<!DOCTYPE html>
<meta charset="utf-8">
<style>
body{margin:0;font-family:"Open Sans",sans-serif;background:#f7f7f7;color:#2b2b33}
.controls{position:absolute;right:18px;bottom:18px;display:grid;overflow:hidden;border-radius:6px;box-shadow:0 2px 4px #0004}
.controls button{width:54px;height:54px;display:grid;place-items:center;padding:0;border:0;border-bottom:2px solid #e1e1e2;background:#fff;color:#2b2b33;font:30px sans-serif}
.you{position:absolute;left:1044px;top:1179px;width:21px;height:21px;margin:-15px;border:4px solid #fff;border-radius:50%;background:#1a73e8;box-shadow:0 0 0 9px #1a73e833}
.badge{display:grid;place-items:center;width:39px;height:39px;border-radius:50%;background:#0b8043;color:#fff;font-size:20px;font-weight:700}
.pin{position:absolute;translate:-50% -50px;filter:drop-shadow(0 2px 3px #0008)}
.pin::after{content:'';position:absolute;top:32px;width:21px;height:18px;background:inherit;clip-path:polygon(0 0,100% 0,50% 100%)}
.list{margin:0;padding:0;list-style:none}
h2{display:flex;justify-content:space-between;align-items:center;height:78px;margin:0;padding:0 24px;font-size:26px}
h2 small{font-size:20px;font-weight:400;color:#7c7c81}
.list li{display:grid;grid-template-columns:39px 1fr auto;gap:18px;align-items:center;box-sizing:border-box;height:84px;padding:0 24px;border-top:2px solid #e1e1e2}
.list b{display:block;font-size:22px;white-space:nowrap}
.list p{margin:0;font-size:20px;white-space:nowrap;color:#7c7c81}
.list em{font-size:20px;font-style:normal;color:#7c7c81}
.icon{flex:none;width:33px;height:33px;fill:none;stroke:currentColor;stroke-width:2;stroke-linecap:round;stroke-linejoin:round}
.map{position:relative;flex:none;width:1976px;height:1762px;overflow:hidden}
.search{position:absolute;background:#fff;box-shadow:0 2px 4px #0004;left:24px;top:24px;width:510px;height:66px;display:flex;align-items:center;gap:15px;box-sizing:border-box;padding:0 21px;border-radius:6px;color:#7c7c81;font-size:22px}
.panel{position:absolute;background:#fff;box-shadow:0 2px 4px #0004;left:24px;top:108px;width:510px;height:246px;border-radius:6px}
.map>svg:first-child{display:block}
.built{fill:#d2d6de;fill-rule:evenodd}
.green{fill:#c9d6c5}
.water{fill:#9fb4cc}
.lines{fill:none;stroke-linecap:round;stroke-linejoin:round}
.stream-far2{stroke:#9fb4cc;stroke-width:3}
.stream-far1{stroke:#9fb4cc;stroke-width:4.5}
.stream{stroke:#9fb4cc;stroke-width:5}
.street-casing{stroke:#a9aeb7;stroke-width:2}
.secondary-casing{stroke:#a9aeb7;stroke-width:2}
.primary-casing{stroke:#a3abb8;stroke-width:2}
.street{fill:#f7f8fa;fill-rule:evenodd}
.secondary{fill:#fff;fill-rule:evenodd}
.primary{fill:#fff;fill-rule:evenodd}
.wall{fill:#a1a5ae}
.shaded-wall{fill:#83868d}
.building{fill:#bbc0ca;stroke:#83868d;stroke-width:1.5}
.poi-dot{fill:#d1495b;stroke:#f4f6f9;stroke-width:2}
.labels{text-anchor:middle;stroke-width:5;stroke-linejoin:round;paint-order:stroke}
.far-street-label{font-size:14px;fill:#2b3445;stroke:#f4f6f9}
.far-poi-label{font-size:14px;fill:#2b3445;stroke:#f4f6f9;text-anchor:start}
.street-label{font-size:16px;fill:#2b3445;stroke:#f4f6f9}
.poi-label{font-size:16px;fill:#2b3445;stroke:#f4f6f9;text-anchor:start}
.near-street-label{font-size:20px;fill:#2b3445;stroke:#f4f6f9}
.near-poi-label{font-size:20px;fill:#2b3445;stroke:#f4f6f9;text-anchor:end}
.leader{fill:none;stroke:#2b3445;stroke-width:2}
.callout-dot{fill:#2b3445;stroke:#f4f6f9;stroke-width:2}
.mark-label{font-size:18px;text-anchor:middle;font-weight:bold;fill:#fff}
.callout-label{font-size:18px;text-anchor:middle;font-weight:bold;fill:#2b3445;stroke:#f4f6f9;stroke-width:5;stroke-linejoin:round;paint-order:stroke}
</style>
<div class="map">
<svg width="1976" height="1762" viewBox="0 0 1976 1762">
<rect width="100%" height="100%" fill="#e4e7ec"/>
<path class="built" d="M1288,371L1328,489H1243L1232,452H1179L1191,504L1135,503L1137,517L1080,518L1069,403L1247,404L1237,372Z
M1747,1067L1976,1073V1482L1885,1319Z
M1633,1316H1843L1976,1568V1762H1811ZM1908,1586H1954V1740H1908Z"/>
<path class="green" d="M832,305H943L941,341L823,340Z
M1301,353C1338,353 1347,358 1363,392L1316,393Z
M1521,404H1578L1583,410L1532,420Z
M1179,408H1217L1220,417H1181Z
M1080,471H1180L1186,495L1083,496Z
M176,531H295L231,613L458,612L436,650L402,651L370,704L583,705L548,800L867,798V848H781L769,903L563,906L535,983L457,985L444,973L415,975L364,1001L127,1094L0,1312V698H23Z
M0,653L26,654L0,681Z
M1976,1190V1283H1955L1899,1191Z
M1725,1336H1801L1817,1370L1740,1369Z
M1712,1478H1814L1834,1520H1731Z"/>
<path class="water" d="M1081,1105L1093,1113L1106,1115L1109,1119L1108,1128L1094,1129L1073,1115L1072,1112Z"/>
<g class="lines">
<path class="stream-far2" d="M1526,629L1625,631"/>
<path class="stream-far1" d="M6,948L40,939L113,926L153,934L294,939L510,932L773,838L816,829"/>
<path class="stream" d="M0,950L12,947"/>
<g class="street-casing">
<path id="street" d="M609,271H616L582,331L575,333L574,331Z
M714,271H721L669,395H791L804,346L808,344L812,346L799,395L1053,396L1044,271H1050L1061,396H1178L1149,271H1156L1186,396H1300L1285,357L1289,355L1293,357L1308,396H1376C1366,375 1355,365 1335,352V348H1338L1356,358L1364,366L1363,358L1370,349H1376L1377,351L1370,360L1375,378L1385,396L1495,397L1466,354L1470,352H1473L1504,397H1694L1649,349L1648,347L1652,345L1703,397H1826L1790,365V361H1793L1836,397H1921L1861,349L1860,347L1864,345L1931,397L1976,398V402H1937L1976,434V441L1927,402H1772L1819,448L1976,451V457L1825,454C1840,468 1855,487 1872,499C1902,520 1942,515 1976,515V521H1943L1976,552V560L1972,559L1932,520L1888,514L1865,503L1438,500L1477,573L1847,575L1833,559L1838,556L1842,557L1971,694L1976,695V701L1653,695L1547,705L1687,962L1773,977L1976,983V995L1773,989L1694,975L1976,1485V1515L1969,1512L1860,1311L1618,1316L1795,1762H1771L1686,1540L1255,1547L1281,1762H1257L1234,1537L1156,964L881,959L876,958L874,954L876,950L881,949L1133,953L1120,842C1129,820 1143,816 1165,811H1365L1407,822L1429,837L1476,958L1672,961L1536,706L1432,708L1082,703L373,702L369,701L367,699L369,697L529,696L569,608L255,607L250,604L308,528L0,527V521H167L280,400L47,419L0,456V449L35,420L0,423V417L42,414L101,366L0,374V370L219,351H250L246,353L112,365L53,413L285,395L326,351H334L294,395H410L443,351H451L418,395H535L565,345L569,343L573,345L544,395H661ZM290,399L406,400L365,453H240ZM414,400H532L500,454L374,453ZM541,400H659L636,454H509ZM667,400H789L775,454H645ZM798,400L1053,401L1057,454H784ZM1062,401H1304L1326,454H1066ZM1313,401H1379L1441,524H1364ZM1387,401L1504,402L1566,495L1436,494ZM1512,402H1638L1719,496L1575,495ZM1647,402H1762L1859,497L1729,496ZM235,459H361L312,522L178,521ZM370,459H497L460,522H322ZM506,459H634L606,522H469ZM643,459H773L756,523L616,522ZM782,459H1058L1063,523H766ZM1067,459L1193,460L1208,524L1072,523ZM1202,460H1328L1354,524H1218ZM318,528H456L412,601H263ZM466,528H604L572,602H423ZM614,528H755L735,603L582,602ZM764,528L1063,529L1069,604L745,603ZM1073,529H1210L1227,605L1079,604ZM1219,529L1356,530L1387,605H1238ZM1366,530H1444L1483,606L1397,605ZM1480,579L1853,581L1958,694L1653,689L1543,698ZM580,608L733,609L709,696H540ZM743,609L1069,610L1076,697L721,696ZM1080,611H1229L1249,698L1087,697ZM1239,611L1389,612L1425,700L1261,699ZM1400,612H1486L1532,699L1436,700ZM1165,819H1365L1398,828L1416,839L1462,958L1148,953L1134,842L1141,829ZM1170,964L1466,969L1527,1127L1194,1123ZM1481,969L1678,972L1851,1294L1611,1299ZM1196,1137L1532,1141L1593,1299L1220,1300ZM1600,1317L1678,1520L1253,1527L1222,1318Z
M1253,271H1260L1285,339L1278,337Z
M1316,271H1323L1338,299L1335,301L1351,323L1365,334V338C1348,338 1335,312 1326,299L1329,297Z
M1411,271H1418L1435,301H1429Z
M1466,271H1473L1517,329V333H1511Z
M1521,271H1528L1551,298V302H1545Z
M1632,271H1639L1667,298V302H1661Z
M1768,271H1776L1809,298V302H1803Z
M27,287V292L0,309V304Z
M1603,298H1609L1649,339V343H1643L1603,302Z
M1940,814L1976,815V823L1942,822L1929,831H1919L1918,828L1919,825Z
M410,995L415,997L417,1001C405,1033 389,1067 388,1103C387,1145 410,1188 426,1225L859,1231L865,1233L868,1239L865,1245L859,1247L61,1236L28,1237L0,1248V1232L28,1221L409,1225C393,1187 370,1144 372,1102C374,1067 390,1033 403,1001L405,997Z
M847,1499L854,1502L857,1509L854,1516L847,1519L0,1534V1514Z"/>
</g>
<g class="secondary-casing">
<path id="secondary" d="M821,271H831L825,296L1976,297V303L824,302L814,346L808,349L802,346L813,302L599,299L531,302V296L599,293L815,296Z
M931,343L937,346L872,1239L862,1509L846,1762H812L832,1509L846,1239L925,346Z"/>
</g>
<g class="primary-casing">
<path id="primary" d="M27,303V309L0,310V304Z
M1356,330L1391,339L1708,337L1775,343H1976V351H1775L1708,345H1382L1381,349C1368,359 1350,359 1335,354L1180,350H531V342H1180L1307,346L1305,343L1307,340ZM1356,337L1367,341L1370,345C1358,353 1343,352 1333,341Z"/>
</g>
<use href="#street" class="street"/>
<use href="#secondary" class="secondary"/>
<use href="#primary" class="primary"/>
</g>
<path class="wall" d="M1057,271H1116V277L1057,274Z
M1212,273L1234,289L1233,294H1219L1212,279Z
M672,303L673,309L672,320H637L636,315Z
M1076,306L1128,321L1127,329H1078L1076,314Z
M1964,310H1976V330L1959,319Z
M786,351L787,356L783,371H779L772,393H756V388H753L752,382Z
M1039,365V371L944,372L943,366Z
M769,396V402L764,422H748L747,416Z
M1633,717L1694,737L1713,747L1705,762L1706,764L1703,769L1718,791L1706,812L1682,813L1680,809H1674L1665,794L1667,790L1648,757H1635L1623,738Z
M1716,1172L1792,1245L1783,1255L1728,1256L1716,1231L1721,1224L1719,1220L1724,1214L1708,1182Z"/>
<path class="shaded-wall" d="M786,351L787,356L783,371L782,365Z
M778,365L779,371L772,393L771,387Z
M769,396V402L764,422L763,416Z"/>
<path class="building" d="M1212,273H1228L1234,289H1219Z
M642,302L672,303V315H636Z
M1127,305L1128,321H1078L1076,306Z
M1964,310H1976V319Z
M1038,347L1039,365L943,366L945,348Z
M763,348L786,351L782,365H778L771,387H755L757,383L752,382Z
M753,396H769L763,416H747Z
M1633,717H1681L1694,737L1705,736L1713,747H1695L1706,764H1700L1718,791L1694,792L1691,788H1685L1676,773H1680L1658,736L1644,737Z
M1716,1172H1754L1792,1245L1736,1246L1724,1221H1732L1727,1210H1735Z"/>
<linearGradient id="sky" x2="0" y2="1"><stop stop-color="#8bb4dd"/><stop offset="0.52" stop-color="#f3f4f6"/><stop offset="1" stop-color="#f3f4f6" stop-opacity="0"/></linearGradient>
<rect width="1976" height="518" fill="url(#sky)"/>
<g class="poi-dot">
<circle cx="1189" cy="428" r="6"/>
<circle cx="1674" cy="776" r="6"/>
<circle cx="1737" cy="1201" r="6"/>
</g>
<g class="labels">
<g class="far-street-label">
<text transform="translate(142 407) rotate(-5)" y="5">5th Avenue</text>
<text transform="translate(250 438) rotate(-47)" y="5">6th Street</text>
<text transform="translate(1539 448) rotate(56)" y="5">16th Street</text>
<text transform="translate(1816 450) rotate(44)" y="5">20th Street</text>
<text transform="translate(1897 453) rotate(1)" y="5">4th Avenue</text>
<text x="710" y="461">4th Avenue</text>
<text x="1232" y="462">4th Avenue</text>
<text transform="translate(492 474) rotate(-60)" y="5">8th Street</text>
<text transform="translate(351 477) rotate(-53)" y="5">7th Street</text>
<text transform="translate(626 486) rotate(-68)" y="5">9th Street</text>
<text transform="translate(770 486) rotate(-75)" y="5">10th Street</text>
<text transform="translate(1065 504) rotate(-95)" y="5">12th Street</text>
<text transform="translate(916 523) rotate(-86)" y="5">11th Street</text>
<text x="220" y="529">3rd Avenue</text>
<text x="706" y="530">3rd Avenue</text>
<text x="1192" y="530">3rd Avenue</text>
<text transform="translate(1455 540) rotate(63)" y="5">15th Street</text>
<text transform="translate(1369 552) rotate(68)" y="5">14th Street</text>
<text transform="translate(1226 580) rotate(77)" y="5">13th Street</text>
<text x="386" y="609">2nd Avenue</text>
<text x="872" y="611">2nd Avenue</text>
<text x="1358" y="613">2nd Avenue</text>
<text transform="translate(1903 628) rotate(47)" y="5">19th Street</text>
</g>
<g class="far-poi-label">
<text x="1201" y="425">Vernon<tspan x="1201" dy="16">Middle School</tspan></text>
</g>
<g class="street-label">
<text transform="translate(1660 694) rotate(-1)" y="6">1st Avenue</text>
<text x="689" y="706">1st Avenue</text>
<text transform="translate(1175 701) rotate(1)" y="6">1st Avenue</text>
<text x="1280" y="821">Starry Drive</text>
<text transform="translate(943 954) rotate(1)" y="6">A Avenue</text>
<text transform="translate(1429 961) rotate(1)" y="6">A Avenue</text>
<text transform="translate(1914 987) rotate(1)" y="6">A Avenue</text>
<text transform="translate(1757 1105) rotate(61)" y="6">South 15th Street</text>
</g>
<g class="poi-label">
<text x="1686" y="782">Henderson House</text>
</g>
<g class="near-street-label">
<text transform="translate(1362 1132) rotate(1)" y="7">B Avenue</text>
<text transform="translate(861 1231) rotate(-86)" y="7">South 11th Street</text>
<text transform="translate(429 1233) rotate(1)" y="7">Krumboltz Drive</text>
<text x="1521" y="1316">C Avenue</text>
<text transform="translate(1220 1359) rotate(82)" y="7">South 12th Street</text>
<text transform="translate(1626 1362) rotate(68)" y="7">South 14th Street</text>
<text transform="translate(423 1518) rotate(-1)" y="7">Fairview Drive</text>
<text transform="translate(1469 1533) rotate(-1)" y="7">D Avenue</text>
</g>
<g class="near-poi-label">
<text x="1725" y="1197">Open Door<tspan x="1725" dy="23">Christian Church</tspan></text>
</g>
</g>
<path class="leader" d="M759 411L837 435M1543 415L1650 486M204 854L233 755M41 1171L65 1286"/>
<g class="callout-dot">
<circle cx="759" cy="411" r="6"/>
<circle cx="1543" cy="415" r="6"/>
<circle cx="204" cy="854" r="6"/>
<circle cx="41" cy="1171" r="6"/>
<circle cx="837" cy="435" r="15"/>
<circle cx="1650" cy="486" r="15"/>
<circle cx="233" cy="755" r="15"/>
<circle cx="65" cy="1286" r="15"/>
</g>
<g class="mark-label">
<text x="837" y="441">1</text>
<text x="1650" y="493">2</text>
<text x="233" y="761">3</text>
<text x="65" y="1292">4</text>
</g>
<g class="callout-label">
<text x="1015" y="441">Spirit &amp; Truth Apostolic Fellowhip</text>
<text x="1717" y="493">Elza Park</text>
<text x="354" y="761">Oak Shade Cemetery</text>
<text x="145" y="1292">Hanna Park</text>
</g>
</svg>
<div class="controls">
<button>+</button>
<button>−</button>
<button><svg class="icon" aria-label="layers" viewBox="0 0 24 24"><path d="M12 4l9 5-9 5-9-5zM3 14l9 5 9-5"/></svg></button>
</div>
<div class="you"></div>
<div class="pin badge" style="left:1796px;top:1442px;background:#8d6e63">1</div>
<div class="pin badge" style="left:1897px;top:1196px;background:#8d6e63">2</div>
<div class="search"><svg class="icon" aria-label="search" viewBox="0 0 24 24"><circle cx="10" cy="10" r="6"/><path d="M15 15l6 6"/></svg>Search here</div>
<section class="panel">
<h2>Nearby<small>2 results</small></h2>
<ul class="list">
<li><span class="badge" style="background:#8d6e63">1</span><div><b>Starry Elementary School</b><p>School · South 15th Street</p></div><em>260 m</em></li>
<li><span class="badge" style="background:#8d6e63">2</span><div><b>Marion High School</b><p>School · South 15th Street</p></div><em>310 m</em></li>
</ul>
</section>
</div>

━━━━━━━━━━━━━━━━━━━━

Your task
Where a line of the records contains the word "start", copy that line.

Your solution
.far-poi-label{font-size:14px;fill:#2b3445;stroke:#f4f6f9;text-anchor:start}
.poi-label{font-size:16px;fill:#2b3445;stroke:#f4f6f9;text-anchor:start}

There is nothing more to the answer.